Abstract

The aim of our study is to automatically analyze the glycan and peptide structures of N-glycopeptides without a need to release glycans from the glycopeptides. Our wet laboratory raw data represent a series of MS/MS mass spectra obtained from a reverse-phase liquid chromatography run of size-exclusion-enriched tryptic-digested glycopeptides from glycoproteins. The MS/MS spectra are first analyzed in order to identify glycosylated peptides and N-glycan monosaccharide compositions present on each glycopeptide. We further developed a Branch-and-Bound algorithm to search de novo N-glycan structures, i.e., monosaccharide compositions and their ordered sequences from native glycopeptides. Our de novo algorithm is based on iterative growth and selection of a population of glycan structures and it does not use databases of known glycan structures.

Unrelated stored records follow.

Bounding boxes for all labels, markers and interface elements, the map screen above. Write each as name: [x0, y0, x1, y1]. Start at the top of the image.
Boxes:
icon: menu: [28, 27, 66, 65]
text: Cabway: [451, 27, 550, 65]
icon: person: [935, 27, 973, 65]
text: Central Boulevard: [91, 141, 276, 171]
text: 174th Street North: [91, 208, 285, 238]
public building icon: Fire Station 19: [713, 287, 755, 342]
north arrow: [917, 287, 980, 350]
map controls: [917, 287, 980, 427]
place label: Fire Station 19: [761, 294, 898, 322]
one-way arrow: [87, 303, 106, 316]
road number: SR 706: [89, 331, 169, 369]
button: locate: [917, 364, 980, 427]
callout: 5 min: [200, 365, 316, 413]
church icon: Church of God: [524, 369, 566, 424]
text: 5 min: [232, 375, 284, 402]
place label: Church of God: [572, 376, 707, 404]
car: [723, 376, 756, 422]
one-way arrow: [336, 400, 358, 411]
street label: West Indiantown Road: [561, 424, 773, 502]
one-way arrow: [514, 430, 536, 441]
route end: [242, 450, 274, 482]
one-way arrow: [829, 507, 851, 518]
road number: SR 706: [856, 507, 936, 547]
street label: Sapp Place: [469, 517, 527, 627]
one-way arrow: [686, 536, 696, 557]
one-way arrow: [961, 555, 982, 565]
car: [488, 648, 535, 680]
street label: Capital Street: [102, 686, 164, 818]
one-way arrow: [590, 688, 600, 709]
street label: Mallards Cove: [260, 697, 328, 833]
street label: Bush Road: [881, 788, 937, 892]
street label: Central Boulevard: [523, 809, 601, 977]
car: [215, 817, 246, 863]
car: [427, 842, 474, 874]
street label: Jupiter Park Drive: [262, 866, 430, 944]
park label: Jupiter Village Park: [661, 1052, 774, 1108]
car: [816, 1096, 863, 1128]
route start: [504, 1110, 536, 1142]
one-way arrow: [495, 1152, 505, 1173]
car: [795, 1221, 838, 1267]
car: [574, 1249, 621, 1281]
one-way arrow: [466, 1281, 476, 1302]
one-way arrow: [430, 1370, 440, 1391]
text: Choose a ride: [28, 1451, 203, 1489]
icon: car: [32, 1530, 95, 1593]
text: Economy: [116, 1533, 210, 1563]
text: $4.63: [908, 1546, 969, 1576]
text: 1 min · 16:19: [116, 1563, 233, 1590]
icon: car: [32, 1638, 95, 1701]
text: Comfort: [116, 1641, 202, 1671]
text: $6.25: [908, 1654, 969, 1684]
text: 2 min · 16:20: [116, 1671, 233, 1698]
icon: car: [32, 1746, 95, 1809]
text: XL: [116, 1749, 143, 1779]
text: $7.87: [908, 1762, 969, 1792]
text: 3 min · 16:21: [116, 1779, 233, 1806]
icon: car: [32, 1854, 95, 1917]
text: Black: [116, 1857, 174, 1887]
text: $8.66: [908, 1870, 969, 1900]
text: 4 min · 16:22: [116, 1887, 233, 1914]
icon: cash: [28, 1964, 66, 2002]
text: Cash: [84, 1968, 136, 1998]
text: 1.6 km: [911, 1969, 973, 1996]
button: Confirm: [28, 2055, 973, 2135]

We validate the algorithm with (i) in silico-generated spectra, with or without deteriorating deletions, (ii) with a purified glycoprotein transferrin, and (iii) with a complex mixture of N-glycopeptides enriched from human plasma. Our Branch-and-Bound algorithm depicted glycan structures from all the above-mentioned three input data types. Due to the large diversity of glycan structures, the results typically contained several proposed structures matching almost equally well to the spectra. In conclusion, this algorithm automatically identifies glycopeptides and their structures from the MS/MS spectra and thus greatly reduces the number of possible glycan structures from the vast amount of potential ones.